▸ **WORK TO COMPLETE**: Quote the entries below from the line with "M 1607,23 L 1632,27" through the line with "M 697,760 L 936,670", both ends included, and only those lines.

** Opening DATA PROVIDED block **

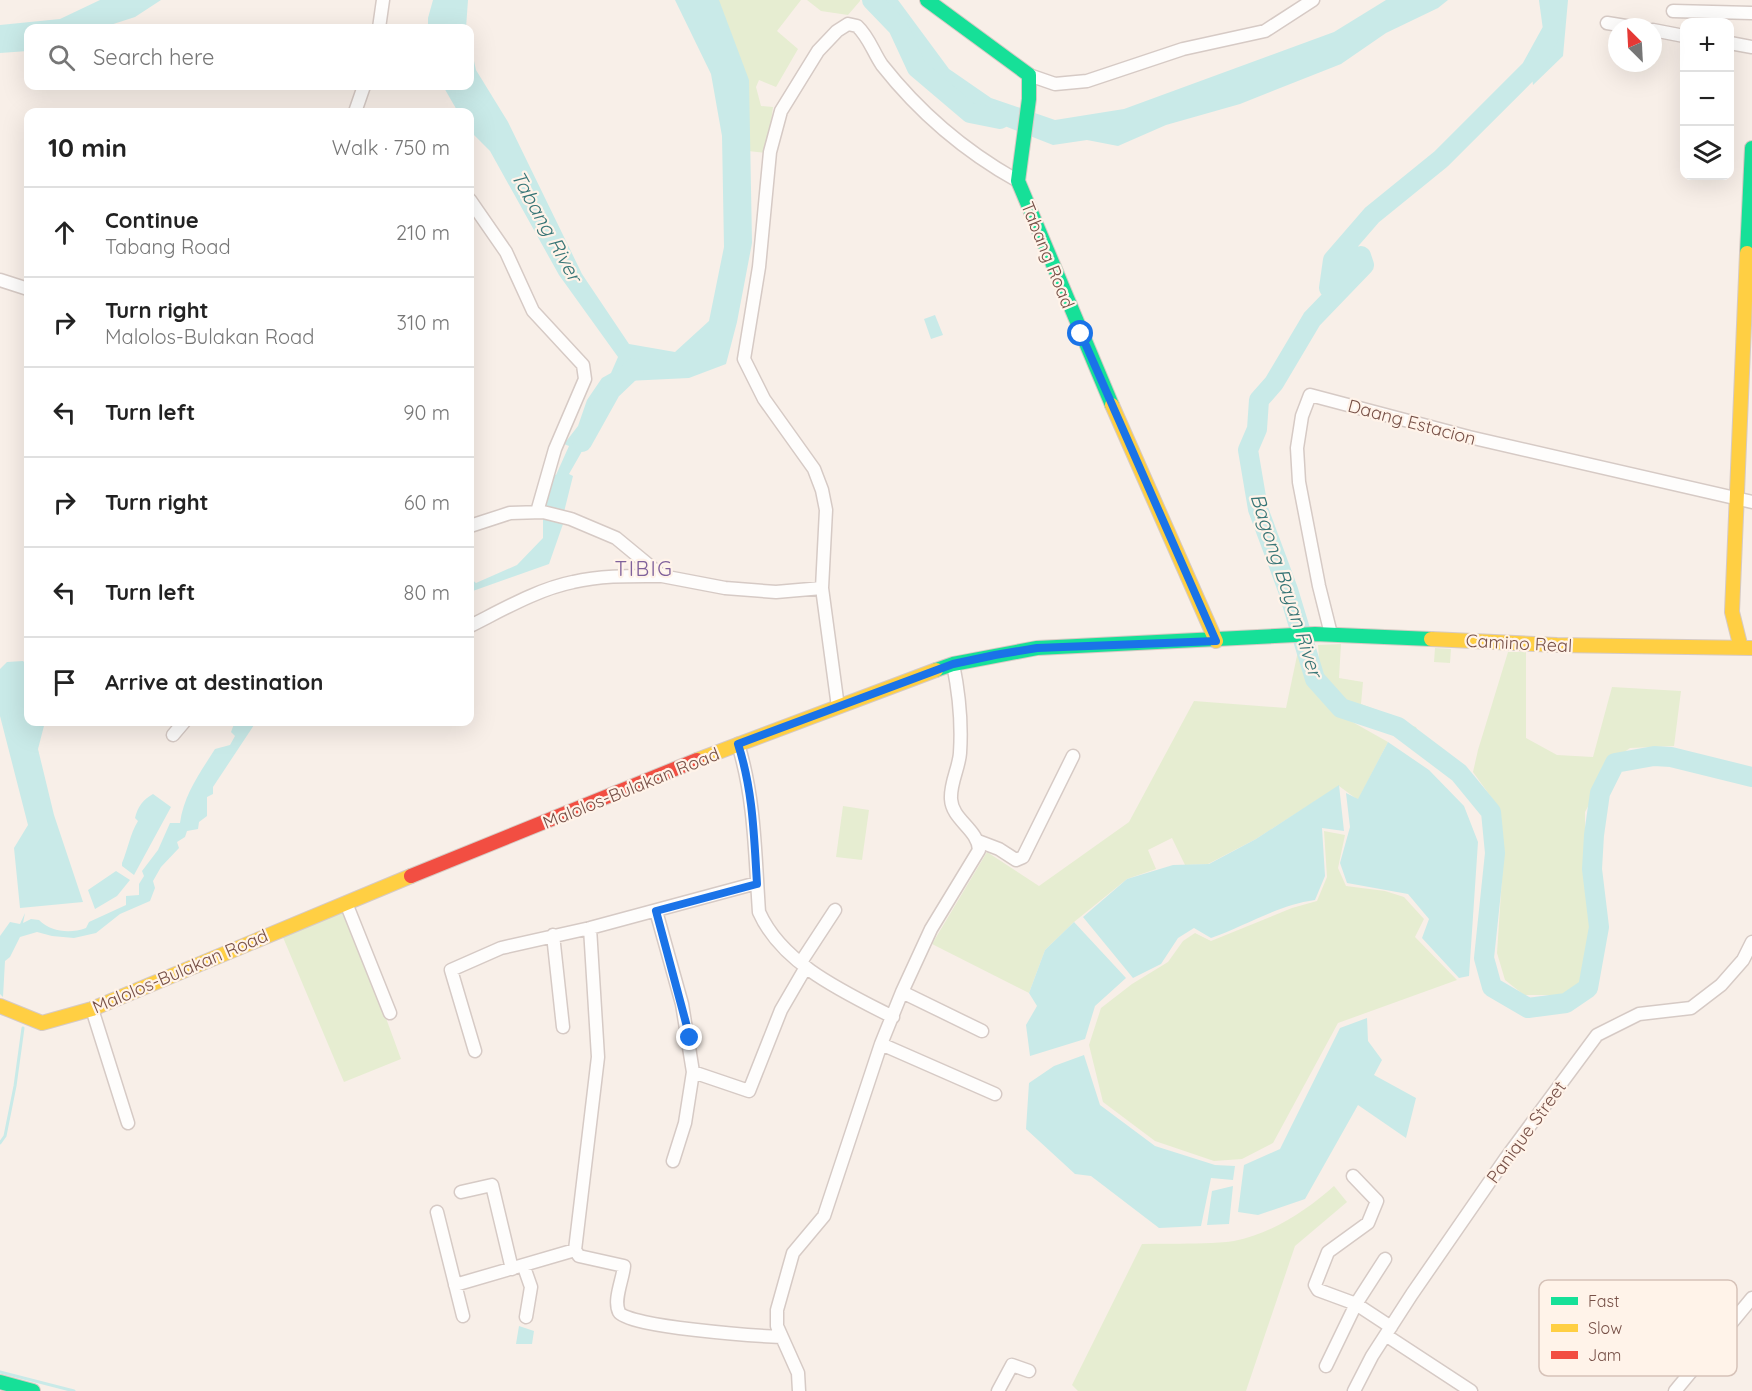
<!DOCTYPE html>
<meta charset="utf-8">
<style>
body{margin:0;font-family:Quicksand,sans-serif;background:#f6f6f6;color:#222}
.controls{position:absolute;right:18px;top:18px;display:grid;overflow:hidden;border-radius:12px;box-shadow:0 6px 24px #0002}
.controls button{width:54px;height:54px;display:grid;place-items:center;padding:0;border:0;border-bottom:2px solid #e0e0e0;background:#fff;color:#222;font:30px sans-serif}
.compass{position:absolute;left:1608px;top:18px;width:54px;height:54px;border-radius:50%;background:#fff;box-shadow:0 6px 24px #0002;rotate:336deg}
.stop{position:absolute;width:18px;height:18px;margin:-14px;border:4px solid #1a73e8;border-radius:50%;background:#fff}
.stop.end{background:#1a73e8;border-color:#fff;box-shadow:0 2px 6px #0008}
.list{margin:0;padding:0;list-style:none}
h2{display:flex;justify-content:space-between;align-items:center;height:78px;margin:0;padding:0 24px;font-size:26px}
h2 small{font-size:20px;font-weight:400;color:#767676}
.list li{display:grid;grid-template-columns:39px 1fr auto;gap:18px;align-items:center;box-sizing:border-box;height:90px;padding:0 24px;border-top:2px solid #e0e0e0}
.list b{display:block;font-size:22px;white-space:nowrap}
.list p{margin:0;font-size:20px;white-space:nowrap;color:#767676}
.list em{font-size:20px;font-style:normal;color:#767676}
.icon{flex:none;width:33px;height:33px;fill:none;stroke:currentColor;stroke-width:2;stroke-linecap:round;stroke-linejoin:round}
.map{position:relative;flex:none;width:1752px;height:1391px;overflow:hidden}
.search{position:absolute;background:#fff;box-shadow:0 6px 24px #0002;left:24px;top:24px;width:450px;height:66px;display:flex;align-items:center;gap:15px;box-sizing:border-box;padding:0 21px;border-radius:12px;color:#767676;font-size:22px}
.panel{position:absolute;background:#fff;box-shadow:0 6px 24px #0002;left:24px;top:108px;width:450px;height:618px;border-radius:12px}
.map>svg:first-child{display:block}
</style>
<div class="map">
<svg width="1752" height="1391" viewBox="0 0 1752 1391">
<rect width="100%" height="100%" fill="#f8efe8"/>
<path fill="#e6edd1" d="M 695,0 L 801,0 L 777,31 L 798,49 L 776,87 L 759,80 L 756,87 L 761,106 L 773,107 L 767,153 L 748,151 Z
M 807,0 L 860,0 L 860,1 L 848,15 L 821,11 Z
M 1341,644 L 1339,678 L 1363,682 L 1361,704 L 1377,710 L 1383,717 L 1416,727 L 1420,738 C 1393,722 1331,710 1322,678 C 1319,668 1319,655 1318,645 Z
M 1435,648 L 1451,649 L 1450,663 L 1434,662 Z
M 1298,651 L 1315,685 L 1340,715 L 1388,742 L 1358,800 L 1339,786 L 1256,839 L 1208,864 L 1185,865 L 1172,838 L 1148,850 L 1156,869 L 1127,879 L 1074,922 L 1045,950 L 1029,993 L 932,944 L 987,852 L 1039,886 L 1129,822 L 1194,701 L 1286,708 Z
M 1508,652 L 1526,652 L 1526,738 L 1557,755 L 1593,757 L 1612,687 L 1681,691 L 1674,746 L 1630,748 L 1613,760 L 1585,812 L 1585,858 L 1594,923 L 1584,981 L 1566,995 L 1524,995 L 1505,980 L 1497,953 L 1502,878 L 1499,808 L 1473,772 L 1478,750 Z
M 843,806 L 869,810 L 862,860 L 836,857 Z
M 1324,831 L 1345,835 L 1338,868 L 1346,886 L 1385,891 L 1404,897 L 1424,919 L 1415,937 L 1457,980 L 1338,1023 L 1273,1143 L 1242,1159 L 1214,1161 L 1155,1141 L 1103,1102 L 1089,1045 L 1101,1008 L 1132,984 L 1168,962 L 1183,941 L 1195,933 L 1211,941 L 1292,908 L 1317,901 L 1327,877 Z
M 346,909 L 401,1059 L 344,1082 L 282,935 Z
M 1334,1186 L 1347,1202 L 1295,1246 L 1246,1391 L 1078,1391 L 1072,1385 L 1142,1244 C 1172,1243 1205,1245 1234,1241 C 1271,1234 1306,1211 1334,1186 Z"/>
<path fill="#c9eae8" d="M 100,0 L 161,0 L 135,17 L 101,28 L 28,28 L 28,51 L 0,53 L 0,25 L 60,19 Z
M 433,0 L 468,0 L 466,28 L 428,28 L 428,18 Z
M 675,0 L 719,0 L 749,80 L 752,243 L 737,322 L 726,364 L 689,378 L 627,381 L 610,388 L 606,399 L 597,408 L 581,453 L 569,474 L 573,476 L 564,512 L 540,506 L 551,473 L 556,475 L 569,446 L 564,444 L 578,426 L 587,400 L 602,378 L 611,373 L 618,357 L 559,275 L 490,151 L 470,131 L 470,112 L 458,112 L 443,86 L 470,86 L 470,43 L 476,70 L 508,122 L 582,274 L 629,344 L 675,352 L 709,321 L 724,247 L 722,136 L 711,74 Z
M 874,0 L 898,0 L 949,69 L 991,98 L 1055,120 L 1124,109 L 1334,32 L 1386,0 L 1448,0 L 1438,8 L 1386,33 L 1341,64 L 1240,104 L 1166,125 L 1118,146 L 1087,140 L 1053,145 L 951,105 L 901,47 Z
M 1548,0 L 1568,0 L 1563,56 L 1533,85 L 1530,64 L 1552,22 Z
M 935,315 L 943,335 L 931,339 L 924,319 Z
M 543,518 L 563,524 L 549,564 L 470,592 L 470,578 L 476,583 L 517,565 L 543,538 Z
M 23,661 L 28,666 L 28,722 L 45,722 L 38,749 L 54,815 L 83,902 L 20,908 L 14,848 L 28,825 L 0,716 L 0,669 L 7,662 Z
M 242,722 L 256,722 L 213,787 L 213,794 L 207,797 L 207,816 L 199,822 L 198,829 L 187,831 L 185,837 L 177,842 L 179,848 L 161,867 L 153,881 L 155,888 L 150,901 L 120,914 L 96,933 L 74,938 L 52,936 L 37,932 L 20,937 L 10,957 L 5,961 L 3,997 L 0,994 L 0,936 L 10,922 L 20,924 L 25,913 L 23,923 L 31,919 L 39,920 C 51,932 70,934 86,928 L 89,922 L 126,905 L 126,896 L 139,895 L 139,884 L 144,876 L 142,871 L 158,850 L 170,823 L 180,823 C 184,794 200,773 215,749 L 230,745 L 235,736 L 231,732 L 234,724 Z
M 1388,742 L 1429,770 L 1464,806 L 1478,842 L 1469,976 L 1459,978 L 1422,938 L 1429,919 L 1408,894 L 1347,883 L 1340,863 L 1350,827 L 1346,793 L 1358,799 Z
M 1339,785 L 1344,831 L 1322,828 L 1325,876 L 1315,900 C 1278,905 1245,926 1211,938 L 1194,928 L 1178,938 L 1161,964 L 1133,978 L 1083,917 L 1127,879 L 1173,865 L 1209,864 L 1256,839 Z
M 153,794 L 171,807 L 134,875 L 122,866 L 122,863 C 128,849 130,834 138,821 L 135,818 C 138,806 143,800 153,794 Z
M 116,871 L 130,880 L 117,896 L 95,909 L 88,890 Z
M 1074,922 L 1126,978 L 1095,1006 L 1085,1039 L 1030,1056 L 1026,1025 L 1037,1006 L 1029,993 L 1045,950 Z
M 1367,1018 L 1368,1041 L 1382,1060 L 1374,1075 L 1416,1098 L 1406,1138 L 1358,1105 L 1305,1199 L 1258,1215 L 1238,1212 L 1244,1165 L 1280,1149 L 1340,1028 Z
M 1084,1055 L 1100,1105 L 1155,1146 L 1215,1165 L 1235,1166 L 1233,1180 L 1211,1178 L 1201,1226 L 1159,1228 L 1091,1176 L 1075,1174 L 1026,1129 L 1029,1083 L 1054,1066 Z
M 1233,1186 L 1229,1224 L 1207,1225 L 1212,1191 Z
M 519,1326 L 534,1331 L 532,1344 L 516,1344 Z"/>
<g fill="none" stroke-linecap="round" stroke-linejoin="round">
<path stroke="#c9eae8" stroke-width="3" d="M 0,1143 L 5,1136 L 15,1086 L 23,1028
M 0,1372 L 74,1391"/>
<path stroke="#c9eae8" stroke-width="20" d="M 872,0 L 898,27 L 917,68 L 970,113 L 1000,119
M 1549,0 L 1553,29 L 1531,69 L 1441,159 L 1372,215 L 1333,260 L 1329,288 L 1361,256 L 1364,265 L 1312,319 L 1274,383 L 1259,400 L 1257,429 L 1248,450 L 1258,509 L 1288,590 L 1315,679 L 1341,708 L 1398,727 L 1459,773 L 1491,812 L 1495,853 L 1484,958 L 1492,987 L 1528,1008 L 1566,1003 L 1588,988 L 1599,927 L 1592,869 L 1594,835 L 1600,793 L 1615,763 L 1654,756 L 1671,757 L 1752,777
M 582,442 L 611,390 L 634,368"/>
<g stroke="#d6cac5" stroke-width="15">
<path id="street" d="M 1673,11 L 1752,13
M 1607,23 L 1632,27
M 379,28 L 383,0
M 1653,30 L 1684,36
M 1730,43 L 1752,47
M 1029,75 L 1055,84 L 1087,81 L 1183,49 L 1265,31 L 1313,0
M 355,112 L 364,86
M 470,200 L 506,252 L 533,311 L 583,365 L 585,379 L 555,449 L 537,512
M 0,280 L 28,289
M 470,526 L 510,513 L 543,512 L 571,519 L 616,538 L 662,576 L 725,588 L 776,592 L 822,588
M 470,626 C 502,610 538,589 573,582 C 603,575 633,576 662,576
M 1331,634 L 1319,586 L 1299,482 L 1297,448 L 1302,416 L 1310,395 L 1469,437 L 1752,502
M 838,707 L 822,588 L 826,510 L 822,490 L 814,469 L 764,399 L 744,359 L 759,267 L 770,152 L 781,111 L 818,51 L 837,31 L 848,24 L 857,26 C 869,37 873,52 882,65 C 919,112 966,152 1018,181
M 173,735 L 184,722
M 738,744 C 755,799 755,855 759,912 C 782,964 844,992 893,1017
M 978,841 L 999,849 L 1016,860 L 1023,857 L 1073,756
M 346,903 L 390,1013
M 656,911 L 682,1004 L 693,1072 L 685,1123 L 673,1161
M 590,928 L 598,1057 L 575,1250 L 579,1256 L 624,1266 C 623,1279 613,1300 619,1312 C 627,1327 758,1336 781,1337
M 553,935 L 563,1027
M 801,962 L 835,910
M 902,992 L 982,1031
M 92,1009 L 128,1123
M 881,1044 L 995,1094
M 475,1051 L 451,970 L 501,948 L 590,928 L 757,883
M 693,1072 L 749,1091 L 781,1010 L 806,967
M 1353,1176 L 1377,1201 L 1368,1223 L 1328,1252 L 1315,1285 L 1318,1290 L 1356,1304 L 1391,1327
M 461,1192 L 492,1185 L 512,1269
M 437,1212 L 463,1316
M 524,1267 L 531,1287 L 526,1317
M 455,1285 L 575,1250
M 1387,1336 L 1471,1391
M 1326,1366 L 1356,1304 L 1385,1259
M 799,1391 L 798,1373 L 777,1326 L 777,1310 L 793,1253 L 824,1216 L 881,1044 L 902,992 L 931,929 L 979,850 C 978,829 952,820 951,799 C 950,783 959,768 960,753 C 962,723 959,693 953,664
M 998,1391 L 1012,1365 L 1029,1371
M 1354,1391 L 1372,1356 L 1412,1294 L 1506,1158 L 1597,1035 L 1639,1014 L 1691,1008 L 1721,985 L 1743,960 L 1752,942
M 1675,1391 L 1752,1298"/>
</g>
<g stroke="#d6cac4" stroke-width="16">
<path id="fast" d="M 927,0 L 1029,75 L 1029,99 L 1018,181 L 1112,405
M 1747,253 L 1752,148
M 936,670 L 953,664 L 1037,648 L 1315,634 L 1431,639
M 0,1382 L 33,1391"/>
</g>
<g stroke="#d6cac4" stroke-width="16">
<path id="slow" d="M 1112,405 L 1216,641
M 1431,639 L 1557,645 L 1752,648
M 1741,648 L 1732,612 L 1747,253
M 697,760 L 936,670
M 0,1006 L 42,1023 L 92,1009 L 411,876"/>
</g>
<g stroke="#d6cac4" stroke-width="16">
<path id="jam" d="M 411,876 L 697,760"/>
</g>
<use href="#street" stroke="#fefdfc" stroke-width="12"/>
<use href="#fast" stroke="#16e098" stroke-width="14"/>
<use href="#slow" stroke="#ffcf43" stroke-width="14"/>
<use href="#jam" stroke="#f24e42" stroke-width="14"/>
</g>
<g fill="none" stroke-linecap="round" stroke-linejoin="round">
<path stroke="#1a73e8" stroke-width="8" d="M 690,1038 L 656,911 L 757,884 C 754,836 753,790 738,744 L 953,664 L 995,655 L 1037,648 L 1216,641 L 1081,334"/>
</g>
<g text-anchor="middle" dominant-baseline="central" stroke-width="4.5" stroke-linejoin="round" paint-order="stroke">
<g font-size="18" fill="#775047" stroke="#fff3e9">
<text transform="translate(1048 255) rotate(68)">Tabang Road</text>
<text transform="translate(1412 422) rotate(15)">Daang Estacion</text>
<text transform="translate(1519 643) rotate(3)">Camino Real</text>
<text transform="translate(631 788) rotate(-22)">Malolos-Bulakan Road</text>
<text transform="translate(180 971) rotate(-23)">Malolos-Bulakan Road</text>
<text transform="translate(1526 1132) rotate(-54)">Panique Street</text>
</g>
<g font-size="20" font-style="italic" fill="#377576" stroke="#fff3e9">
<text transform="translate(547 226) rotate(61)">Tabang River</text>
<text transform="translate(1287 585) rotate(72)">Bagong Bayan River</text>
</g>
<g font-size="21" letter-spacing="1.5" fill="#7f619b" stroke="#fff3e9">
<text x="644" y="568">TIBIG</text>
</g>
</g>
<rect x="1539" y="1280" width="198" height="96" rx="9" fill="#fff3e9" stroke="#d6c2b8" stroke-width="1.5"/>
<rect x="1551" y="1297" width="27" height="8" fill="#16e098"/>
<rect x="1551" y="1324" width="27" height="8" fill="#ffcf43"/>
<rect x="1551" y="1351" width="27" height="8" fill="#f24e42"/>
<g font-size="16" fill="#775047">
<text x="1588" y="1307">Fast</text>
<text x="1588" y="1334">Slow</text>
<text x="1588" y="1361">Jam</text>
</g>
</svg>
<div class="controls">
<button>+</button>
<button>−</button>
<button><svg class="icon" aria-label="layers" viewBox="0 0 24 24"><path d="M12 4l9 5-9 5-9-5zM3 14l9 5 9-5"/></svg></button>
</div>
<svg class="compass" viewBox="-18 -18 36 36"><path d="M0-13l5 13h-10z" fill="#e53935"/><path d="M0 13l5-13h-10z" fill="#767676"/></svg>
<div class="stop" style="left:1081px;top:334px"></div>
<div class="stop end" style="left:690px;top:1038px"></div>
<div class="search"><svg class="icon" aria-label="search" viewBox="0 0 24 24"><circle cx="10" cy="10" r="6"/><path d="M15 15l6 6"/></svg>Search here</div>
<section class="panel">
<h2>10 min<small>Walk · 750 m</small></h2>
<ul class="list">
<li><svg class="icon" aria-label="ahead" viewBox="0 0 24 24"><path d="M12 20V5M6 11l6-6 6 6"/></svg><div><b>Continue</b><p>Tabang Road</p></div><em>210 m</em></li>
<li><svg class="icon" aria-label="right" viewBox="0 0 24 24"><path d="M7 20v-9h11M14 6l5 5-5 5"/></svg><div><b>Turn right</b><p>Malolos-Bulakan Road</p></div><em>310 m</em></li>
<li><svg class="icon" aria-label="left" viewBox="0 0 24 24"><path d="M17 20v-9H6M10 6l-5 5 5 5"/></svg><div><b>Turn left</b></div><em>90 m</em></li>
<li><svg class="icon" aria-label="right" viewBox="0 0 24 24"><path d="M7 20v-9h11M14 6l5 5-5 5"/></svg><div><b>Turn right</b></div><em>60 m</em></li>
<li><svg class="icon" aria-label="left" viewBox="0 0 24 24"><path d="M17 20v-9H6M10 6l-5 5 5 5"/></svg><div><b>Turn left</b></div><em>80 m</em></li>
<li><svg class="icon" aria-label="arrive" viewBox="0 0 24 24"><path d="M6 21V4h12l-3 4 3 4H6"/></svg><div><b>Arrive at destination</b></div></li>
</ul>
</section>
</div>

** Closing DATA PROVIDED block **

▸ **ANSWER TO THE EXERCISE**:
M 1607,23 L 1632,27
M 379,28 L 383,0
M 1653,30 L 1684,36
M 1730,43 L 1752,47
M 1029,75 L 1055,84 L 1087,81 L 1183,49 L 1265,31 L 1313,0
M 355,112 L 364,86
M 470,200 L 506,252 L 533,311 L 583,365 L 585,379 L 555,449 L 537,512
M 0,280 L 28,289
M 470,526 L 510,513 L 543,512 L 571,519 L 616,538 L 662,576 L 725,588 L 776,592 L 822,588
M 470,626 C 502,610 538,589 573,582 C 603,575 633,576 662,576
M 1331,634 L 1319,586 L 1299,482 L 1297,448 L 1302,416 L 1310,395 L 1469,437 L 1752,502
M 838,707 L 822,588 L 826,510 L 822,490 L 814,469 L 764,399 L 744,359 L 759,267 L 770,152 L 781,111 L 818,51 L 837,31 L 848,24 L 857,26 C 869,37 873,52 882,65 C 919,112 966,152 1018,181
M 173,735 L 184,722
M 738,744 C 755,799 755,855 759,912 C 782,964 844,992 893,1017
M 978,841 L 999,849 L 1016,860 L 1023,857 L 1073,756
M 346,903 L 390,1013
M 656,911 L 682,1004 L 693,1072 L 685,1123 L 673,1161
M 590,928 L 598,1057 L 575,1250 L 579,1256 L 624,1266 C 623,1279 613,1300 619,1312 C 627,1327 758,1336 781,1337
M 553,935 L 563,1027
M 801,962 L 835,910
M 902,992 L 982,1031
M 92,1009 L 128,1123
M 881,1044 L 995,1094
M 475,1051 L 451,970 L 501,948 L 590,928 L 757,883
M 693,1072 L 749,1091 L 781,1010 L 806,967
M 1353,1176 L 1377,1201 L 1368,1223 L 1328,1252 L 1315,1285 L 1318,1290 L 1356,1304 L 1391,1327
M 461,1192 L 492,1185 L 512,1269
M 437,1212 L 463,1316
M 524,1267 L 531,1287 L 526,1317
M 455,1285 L 575,1250
M 1387,1336 L 1471,1391
M 1326,1366 L 1356,1304 L 1385,1259
M 799,1391 L 798,1373 L 777,1326 L 777,1310 L 793,1253 L 824,1216 L 881,1044 L 902,992 L 931,929 L 979,850 C 978,829 952,820 951,799 C 950,783 959,768 960,753 C 962,723 959,693 953,664
M 998,1391 L 1012,1365 L 1029,1371
M 1354,1391 L 1372,1356 L 1412,1294 L 1506,1158 L 1597,1035 L 1639,1014 L 1691,1008 L 1721,985 L 1743,960 L 1752,942
M 1675,1391 L 1752,1298"/>
</g>
<g stroke="#d6cac4" stroke-width="16">
<path id="fast" d="M 927,0 L 1029,75 L 1029,99 L 1018,181 L 1112,405
M 1747,253 L 1752,148
M 936,670 L 953,664 L 1037,648 L 1315,634 L 1431,639
M 0,1382 L 33,1391"/>
</g>
<g stroke="#d6cac4" stroke-width="16">
<path id="slow" d="M 1112,405 L 1216,641
M 1431,639 L 1557,645 L 1752,648
M 1741,648 L 1732,612 L 1747,253
M 697,760 L 936,670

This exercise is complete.